Radfahren schult die Bewegungs- und Koordinationsfähigkeit viel mehr, als den meisten bewusst ist.

Das Fahrrad boomt und Politiker fangen an, diese bewährte Mobilitätsform wahrzunehmen. Auch in den Visionen zur Verkehrswende spielt das Fahrrad eine bedeutende Rolle. Es könnte so weitergehen, doch am Horizont braut sich ein Szenario zusammen, das den meisten Verkehrsplanern völlig fremd scheint: Kinder fahren immer weniger und zunehmend schlechter Fahrrad. Doch die Kinder von heute sind die Radfahrer von morgen, und was Hänschen nicht lernt, lernt Hans nimmermehr.

Radfahren bei Kindern rückläufig

„Kinder fahren weniger und schlechter Fahrrad als noch vor zehn Jahren.“ Diese Feststellung wird von Lehrkräften an Grund- und weiterführenden Schulen, von Verkehrssicherheitsberatern der Polizei sowie von Eltern oft geäußert. In der wissenschaftlichen Literatur findet sich zu dieser subjektiven Wahrnehmung von Experten als einzige Quelle eine Studie der Unfallforscher der Versicherer (UDV) zur Häufung von motorischen Schwierigkeiten. Auf Grundlage einer Befragung von 347 Verkehrserziehungsdienststellen (Polizei und Schulen) aus dem Jahr 2009 ergibt sich allerdings ein recht eindeutiges Bild: Während bei der gleichen Fragestellung im Jahr 1997 nur 45,6 Prozent der Befragten angaben, dass die Anzahl der Kinder mit auffallenden motorischen Schwierigkeiten zunähme, stieg der Wert bei der Befragung im Jahr 2009 auf 72 Prozent an. Besonders betroffen schienen Kinder aus Familien mit Migrationshintergrund zu sein, insbesondere Mädchen, sowie Kinder aus sozial schwächeren Familien, überbehütete, übergewichtige Kinder und Kinder mit Bewegungsmangel. Auffällig auch: Die motorischen Schwächen sind bei Kindern in Großstädten und Städten stärker ausgebildet als bei Kindern auf dem Land. Heute, gut zwölf Jahre nach dieser Befragung, hat sich die Situation nochmals verschärft. Das radspezifische Fertigkeitsniveau der Grundschüler sinkt erkennbar weiter, während die Zahl der Kinder, die sehr schlecht oder gar nicht Fahrrad fahren, steigt.

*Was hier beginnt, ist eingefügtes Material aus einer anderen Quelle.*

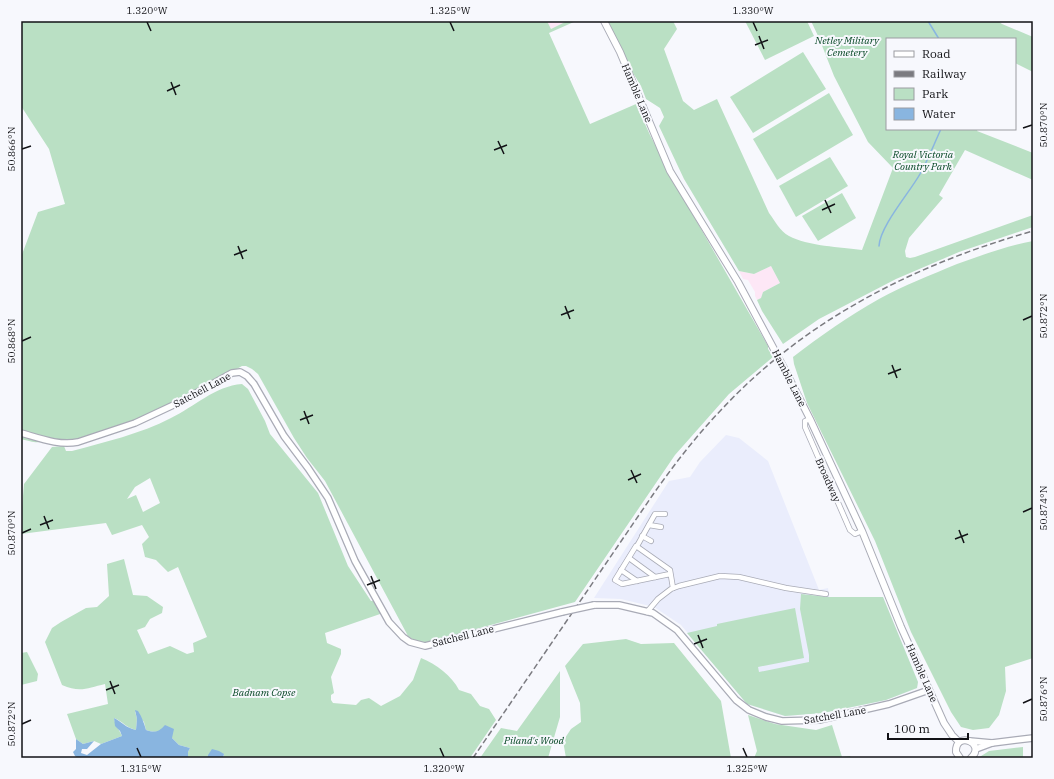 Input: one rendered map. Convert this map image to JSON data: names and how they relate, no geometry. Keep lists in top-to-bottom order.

„Kinder lieben das Radfahren und sind hoch motiviert.“

Angela Baker Price, Lehrerin und Fachberaterin für Mobilitätserziehung in Grundschulen

Große Unterschiede und viel Potenzial an Grundschulen

Das gleiche Bild zeichnen Lehrkräfte an Schulen. Angela Baker Price, Grundschullehrerin und Fachberaterin für Mobilitätserziehung für die Grundschulen der Städteregion Aachen, betont: „Die meisten Kinder fahren weniger und vor allem schlechter Rad als noch vor 15 Jahren.“ Allerdings gäbe es andererseits auch Kinder aus radaffinen Familien, die ihr Fahrrad schon in der Grundschule perfekt beherrschten. Die erfahrene Pädagogin unterrichtet schon seit über 30 Jahren Kinder im Radfahren und stellt fest, dass die Schere zwischen Nichtradfahrern und Radfahrern mehr und mehr auseinandergeht. Während es vor allem in bildungsnahen Schichten recht viele radaffine Familien gibt, sinkt der Anteil bei bildungsfernen Bevölkerungsschichten dagegen drastisch. „Das stellt die Lehrkräfte methodisch vor erhebliche Probleme, denn ich muss absolute Könner im Fahrradtraining mit herausfordernden Übungen beschäftigen und mich gleichzeitig um die Kinder kümmern, die noch nicht fahren können.” Aber Baker-Price sieht auch große Potenziale: „Trotz aller Probleme stelle ich immer wieder fest, Kinder lieben das Radfahren und sind hoch motiviert. Wenn wir diese Chance nicht nutzen, dann sind wir es selber schuld, dass Kinder weniger Rad fahren.“

Best-Practice-Ideen:

Kreis Euskirchen: Der Kreissportbund führt mit Mitteln der Bezirksregierung Fahrradangebote für Kinder und Jugendliche durch. Zusätzlich werden Fortbildungen für Lehrkräfte an Grundschulen angeboten.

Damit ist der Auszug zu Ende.